Death of a Salesman and Fences

ANSWER ONE OF THE FOLLOWING in a well-organized essay of at least FIVE paragraphs.

Use at least two quotations from the plays in at least three different paragraphs; that’s at least SIX quotations from the plays.

1. What makes a good father? Who is the better father, Willy or Troy? Compare and contrast him with the father figure in your life.

2. The play Fences suggests that our fathers are always in us: Troy can feel his own father “kicking in my blood” (53), and for Cory, “everywhere I looked, Troy Maxson was staring back at me.” Cory is desperate “to find a way to get rid of that shadow” (97). Rose tells him that “that shadow wasn’t nothing but you growing into yourself. You either got to grow into it or cut it down to fit you. But that’s all you got to make life with. That’s all you got to measure yourself against the world out there” (97).

How are the sons in these two plays dealing with the shadows of their fathers? How are you doing it in your own life?

3. What is success? In these two plays, who do you think has the best chance of achieving success? Why? What is in the way of the other boys?

What about you? What makes you likely to succeed in the terms in which you define success? What are the things inside of you which stand in your way?

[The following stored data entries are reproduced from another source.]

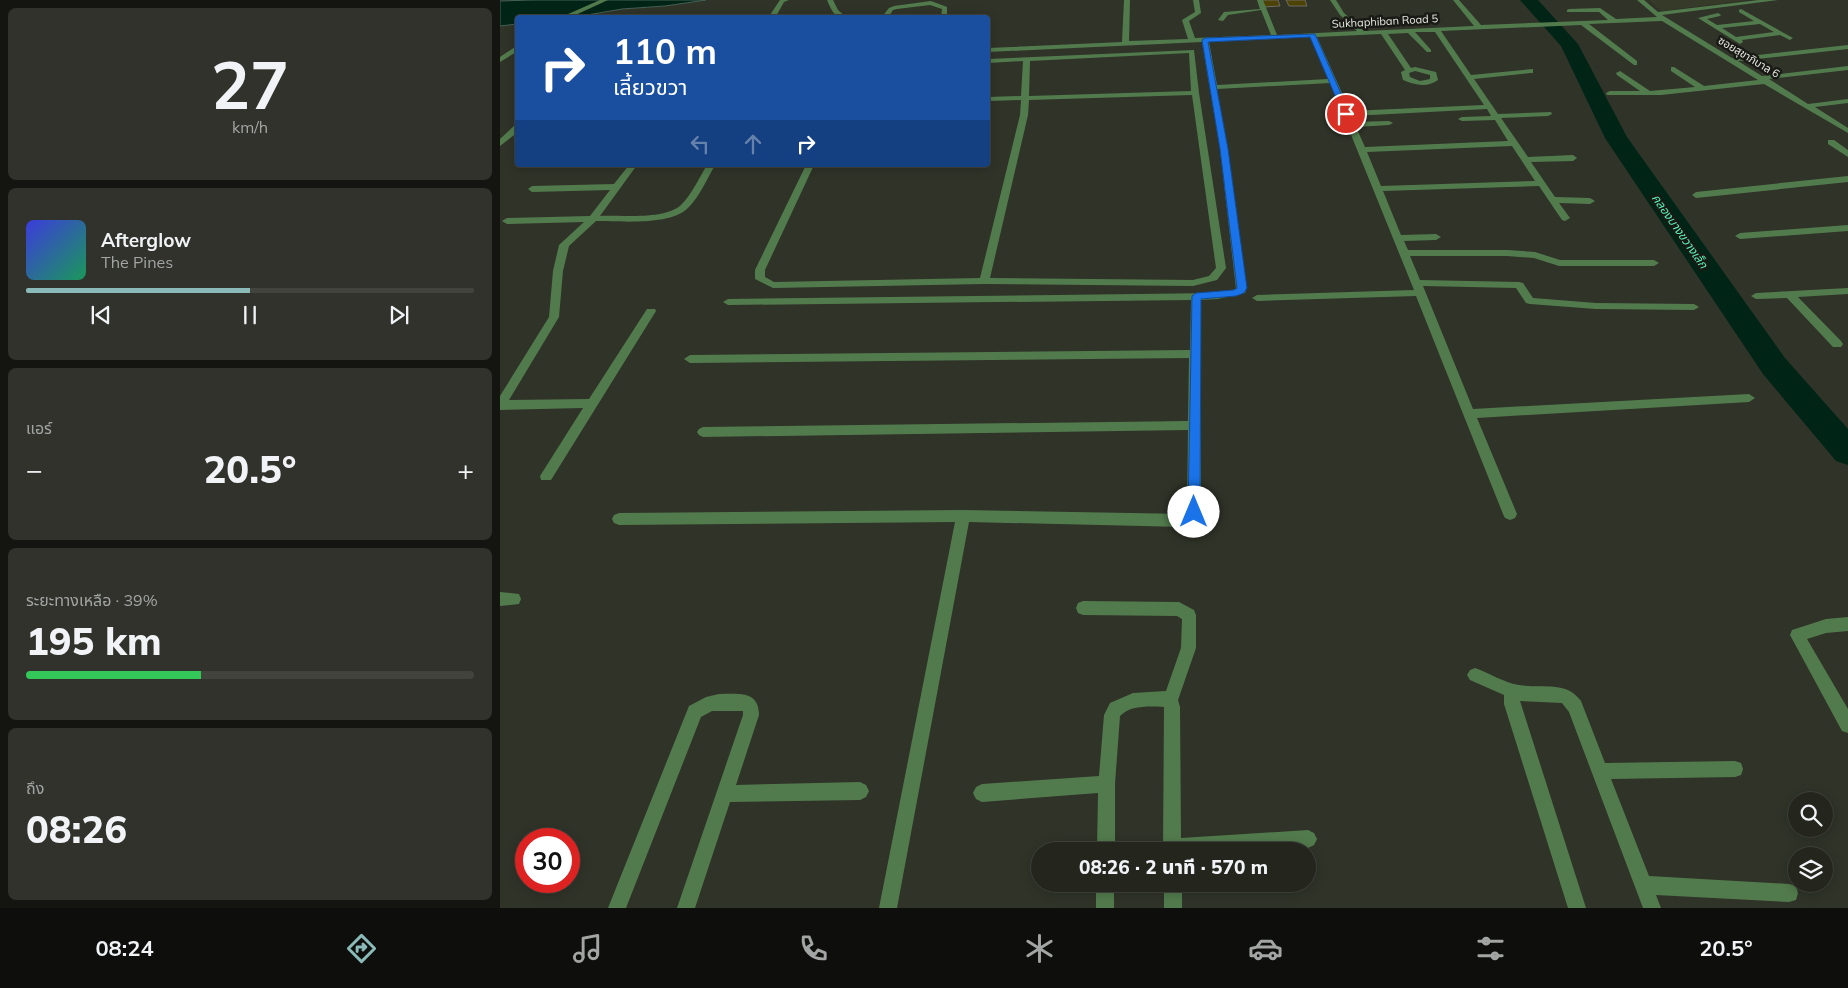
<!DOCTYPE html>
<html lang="th">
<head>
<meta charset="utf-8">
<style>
  body { margin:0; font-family:Mulish,"Noto Sans Thai",sans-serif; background:#30322b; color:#f1f3f6; height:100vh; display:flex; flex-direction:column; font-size:19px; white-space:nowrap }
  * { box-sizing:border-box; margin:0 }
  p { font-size:16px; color:#a3a5a4 }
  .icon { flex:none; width:28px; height:28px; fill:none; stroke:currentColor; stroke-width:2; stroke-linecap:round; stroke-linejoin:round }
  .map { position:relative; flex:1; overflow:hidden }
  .side { display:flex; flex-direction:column; gap:8px; padding:8px; background:#141510; width:500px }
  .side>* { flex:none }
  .hud { position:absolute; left:15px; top:15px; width:475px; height:152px; border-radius:5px; box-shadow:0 2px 12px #0003,0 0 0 1px #41433c; background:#1a4fa0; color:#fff; overflow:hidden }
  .buttons { position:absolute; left:1288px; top:792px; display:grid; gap:10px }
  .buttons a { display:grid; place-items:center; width:45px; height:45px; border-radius:50%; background:#24261e; box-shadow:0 2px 12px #0003,0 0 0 1px #41433c; font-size:25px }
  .speed { position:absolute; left:15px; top:828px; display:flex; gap:10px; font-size:25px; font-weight:700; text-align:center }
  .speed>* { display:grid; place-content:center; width:65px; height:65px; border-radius:50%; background:#24261e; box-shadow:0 2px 12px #0003,0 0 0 1px #41433c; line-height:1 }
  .speed .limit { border:8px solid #d22; background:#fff; color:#111 }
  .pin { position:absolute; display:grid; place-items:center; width:42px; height:42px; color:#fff; margin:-21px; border:2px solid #fff; border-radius:50%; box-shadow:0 1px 5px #0007 }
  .me { position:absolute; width:55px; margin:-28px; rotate:0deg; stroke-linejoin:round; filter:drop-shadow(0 0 4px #0008) }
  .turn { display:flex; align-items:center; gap:18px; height:105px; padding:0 15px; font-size:22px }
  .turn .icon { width:65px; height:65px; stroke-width:2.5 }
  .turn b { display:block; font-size:35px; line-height:42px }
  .lanes { display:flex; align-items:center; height:48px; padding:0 15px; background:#0003; justify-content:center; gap:25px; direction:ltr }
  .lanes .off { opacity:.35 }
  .big { font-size:38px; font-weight:800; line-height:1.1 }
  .side .card { flex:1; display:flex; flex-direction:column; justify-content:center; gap:8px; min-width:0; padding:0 18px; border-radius:8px; background:#30322b }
  .side .dial { align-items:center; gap:0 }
  .dial b { font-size:65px; line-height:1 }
  .song { display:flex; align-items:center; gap:15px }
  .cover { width:60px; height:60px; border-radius:8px; background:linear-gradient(135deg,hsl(240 70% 55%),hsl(150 70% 35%)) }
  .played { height:5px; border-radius:2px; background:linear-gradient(90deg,#8bbbb9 50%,#41433c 50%) }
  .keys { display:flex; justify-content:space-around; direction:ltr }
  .heat { display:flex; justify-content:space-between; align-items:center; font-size:28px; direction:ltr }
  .charge { height:8px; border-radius:4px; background:linear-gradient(90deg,#34c759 39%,#41433c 0) }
  .trip { position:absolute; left:531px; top:842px; width:285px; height:50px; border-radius:25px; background:#24261e; box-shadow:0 2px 12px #0003,0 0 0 1px #41433c; font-weight:800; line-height:50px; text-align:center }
  .dock { display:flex; height:80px; justify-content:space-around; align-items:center; background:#0e0f0c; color:#a3a5a4 }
  .dock .icon { width:35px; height:35px }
  .dock .on { color:#8bbbb9 }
  .dock b { font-size:22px; color:#f1f3f6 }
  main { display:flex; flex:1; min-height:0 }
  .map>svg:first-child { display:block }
  .built { fill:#363b29 }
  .water { fill:#002517; stroke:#456054 }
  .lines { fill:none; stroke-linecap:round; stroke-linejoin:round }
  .river { fill:#002517; fill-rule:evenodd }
  .building { fill:#4d4307; stroke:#6d6b5e }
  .minor { fill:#527b4d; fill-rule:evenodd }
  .route { fill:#1a73e8; stroke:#114b97 }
  .labels { text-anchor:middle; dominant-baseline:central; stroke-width:5; stroke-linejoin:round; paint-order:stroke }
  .far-street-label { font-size:11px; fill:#e7e9e2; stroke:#191a15 }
  .far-water-label { font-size:12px; font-style:italic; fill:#57f0b4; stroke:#191a15 }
</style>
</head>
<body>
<main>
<section class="side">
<div class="card dial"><b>27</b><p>km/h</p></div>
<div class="card">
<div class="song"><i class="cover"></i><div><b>Afterglow</b><p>The Pines</p></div></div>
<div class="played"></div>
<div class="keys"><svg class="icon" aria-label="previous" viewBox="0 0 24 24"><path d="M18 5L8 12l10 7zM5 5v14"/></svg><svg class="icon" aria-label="pause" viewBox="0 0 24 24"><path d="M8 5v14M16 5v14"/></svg><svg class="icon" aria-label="next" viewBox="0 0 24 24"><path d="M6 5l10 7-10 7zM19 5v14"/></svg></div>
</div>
<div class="card"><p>แอร์</p>
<div class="heat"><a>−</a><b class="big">20.5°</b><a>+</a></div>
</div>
<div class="card"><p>ระยะทางเหลือ · 39%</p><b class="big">195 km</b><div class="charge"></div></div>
<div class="card"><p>ถึง</p><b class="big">08:26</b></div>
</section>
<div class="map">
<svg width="1348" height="908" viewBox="0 0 1348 908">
  <rect width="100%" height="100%" fill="#303328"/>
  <path class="built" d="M 1149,0 L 1248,0 L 1161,11 Z"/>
  <path class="water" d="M 32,0 L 206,0 L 165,6 L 122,9 L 75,17 L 18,18 L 17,24 L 0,26 L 0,1 Z"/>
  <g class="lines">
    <path class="river" d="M 1020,0 L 1038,0 L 1078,44 L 1127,137 L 1285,358 L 1348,429 L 1348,465 L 1336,461 L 1263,374 L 1105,138 L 1061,46 Z"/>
  </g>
  <path class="building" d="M 761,0 L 778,0 L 780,6 L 763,7 Z
    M 786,0 L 805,0 L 807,6 L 789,6 Z"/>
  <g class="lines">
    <path class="minor" d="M 100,0 L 108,0 L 69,18 L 59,18 Z
      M 280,0 L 289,0 L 284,2 L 275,18 L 268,18 Z
      M 327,0 L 333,0 L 338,10 L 347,18 C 334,18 332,11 327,0 Z
      M 624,0 L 630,0 L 629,41 L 688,39 L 682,20 L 695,12 L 693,0 L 699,0 L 701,13 L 689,21 L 695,38 L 771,35 L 761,10 L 728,15 L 723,21 L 718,20 L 724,12 L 760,9 L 757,0 L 763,0 L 777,35 L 857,31 L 840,15 L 830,0 L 836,0 L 844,13 L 864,31 L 974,26 L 953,0 L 959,0 L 981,25 L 1108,20 L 1099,12 L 1067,12 L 1067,10 L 1069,9 L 1100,8 L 1116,19 L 1157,17 L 1137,0 L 1144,0 L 1158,12 L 1259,0 L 1278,0 L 1162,15 L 1232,58 L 1348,45 L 1348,49 L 1238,61 L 1262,76 L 1348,66 L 1348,70 L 1269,79 L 1308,104 L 1348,99 L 1348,103 L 1315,107 L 1348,128 L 1348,133 L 1264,84 L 1161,95 L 1107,95 L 1106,93 L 1110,91 L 1140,91 L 1117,75 L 1116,73 L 1120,71 L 1150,91 L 1195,87 L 1171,71 L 1171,67 L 1174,67 L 1204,86 L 1258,80 L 1162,21 L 1089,24 L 1137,61 L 1137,65 L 1134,65 L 1081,25 L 941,31 L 971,75 L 1033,69 L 1033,73 L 1030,73 L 974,79 L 998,114 L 1051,112 L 1052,114 L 1048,116 L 1001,118 L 1028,157 L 1073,155 L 1077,158 L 1073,161 L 1031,162 L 1055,197 L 1090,198 L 1095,201 L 1090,204 L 1059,203 L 1070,218 L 1065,221 L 1062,220 L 1039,186 L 883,191 L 901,235 L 936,234 L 941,237 L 936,240 L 904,241 L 908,250 L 1007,250 L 1035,252 L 1060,260 L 1154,260 L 1159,263 L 1154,266 L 1059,266 L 1034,258 L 1007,256 L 910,256 L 920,280 L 1019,282 L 1023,283 L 1033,298 L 1096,303 L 1194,304 L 1199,307 L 1194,310 L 1096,309 L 1030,304 L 1026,303 L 1016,288 L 923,286 L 973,409 L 1249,394 L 1255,398 L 1249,402 L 977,418 L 1017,514 L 1015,518 L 1010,520 L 1005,518 L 1003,514 L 916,296 L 757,301 L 752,298 L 757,295 L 914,290 L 830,83 L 717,89 L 728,149 L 746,291 L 745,293 L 718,299 L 701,300 L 701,512 L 697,522 L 684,527 L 469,522 L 397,908 L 379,908 L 455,522 L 119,525 L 114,523 L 112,519 L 114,515 L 119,513 L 463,510 L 687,514 L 688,430 L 203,437 L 199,435 L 197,432 L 199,429 L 203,427 L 688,421 L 689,358 L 190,363 L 184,359 L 190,355 L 690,350 L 691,300 L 228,305 L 223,302 L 228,299 L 718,293 L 736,289 L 720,149 L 702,42 L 488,52 L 488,48 L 622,42 ZM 915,32 L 935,32 L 984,105 L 850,111 L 817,37 L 881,34 L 905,70 L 901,72 L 903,80 C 915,85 927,88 938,80 L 936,72 L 915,67 L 911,68 L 888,34 L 908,33 L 927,52 L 931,52 L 931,50 ZM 811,37 L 828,79 L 717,85 L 709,42 ZM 915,71 L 930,75 L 930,79 L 920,81 L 910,77 L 909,73 ZM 987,109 L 991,116 L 962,117 L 958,119 L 962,121 L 995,120 L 1008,141 L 865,147 L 856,127 L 889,125 L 893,123 L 889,121 L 854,122 L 852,116 ZM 1012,146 L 1035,181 L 881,186 L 867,152 Z
      M 431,1 L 447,7 L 447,18 L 441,18 L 442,9 L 430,5 L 397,9 L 393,10 L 388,18 L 381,18 L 389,8 L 394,6 Z
      M 1241,9 L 1293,38 L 1290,40 L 1280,35 L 1242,40 L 1243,42 L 1240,44 L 1198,18 L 1218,13 L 1221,15 L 1220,16 L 1207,19 L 1217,25 L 1254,21 L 1239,12 L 1239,10 ZM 1260,24 L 1274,32 L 1236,37 L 1222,28 Z
      M 157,14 L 159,15 L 160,18 L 153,18 Z
      M 18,45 L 18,51 L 0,62 L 0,57 Z
      M 694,50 L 699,93 L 726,268 L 717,280 L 693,286 L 484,284 L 273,288 L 255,279 L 255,270 L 306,165 L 314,165 L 265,270 L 265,277 L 274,282 L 480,278 L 520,115 L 521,100 L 488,101 L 488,97 L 521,96 L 523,61 L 488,63 L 488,59 ZM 689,53 L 691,91 L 529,96 L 530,61 ZM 692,95 L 716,268 L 709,276 L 693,280 L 490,278 L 528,115 L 529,100 Z
      M 15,125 L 18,125 L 18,132 L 0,146 L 0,139 Z
      M 1328,140 L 1334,140 L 1348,150 L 1348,157 L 1328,144 Z
      M 129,165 L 137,165 L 100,216 C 122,215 165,220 181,205 C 192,194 199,178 207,165 L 215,165 C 207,179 200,196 188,208 C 170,226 120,221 96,221 L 69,246 L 63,271 L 59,317 L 9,400 L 89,399 L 147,309 L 155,309 L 156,311 L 51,480 L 41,480 L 40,476 L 83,408 L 0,410 L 0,396 L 49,317 L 53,271 L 59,245 L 84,222 L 7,224 L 2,221 L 7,218 L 90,216 L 110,190 L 32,192 L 28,189 L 32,186 L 114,184 Z
      M 1348,176 L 1348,182 L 1196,198 L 1192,195 L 1196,192 Z
      M 1348,225 L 1348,231 L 1240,239 L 1235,236 L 1240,233 Z
      M 1348,288 L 1348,294 L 1298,297 L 1341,341 L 1343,344 L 1341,347 L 1333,347 L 1287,298 L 1256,299 L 1251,296 L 1256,293 Z
      M 0,592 L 19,594 L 21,599 L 19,604 L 0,606 Z
      M 583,601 L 679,602 L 694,610 L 696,615 L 696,648 L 678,700 L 680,707 L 681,838 L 808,830 L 814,833 L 817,839 L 814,845 L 808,848 L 751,851 L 663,851 L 664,707 C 650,706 630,705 620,716 L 615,784 L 615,851 L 597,851 L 598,793 L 482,802 L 476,799 L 473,793 L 476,787 L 482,784 L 599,776 L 604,715 L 610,703 L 633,693 L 666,691 L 681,648 L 682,619 L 677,616 L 583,615 L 578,613 L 576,608 L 578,603 Z
      M 1348,617 L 1348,631 L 1326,633 L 1307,639 L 1348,709 L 1348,733 L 1342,731 L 1290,635 L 1292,630 L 1326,619 Z
      M 975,668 C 989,673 1005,683 1019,685 C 1042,689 1066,680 1081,701 L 1105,763 L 1235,761 L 1241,763 L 1243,769 L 1241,775 L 1235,777 L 1111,779 L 1149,876 L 1289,884 L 1296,886 L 1298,893 L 1296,900 L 1289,902 L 1156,895 L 1161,908 L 1143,908 L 1069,712 L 1062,703 L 1020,701 L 1086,908 L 1068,908 L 1004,704 L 1004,695 L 970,680 L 967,675 L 970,670 Z
      M 219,694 C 238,694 259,690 259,715 L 236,785 L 360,782 L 366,785 L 369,791 L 366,797 L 360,800 L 230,802 L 195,908 L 177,908 L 243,715 L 243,711 L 212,711 L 201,717 L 126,908 L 108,908 L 189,706 L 206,697 Z
      M 596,884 L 614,884 L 614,908 L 596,908 Z
      M 664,884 L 682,884 L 682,908 L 664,908 Z"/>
  </g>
  <path class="route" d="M 815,34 L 850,114 L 849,115 L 843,114 L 810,37 L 708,42 L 728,149 L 747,288 L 744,293 L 736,296 L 701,299 L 700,512 L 699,516 L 690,516 L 688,512 L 692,296 L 696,293 L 734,290 L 737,288 L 720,149 L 702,40 L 705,38 Z"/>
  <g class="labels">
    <g class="far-street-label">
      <text transform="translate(885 21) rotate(-3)">Sukhaphiban Road 5</text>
      <text transform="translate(1249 57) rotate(31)">ซอยสุขาภิบาล 6</text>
    </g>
    <g class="far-water-label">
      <text transform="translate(1180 231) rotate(55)">คลองบางขวางเล็ก</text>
    </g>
  </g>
</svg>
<div class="buttons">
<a><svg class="icon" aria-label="search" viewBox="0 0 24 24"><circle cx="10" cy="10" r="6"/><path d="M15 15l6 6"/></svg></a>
<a><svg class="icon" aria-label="layers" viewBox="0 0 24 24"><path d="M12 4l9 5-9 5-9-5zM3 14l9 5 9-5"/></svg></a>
</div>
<div class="speed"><div class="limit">30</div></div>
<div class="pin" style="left:846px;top:114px;background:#d93025"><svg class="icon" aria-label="arrive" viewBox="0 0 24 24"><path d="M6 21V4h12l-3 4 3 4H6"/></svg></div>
<svg class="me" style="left:694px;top:512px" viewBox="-20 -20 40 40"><circle r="19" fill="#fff"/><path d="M0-13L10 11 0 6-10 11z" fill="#1a73e8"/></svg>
<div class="trip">08:26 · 2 นาที · 570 m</div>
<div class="hud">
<div class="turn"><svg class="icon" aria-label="right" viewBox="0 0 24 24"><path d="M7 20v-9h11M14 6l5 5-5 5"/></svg><div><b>110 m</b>เลี้ยวขวา</div></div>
<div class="lanes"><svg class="icon off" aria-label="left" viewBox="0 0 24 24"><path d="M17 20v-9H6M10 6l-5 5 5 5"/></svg><svg class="icon off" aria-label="ahead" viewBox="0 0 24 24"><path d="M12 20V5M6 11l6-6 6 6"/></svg><svg class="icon" aria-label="right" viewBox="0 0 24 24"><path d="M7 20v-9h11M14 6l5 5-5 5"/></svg></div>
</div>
</div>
</main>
<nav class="dock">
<b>08:24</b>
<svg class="icon on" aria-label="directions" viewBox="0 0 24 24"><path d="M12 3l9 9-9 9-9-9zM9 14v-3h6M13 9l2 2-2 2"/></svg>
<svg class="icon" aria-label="music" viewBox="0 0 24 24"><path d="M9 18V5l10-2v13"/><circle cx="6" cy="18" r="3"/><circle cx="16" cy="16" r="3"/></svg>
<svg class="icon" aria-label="phone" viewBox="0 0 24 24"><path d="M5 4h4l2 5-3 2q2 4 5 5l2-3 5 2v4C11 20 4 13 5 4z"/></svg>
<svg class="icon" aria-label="climate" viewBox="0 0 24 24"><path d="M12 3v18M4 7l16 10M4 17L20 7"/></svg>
<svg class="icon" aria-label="car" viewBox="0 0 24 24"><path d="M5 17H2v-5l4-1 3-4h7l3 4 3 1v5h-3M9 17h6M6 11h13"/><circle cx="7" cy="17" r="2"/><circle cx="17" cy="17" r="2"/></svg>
<svg class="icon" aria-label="filters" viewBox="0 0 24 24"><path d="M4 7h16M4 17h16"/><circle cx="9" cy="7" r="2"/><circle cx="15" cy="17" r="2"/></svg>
<b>20.5°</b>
</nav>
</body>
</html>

4. Many of the plays we read this year--indeed, much of world literature--treat our seeming need to kill (literally or figuratively) our father in order to attain independent adulthood. Literature is full of the anxiety of both parents and children, the difficulty of the task of the child, the cost of growing up. Write a paper in which you show how any two or three great literary works explore this theme. What does it have to do with your own process of growing up?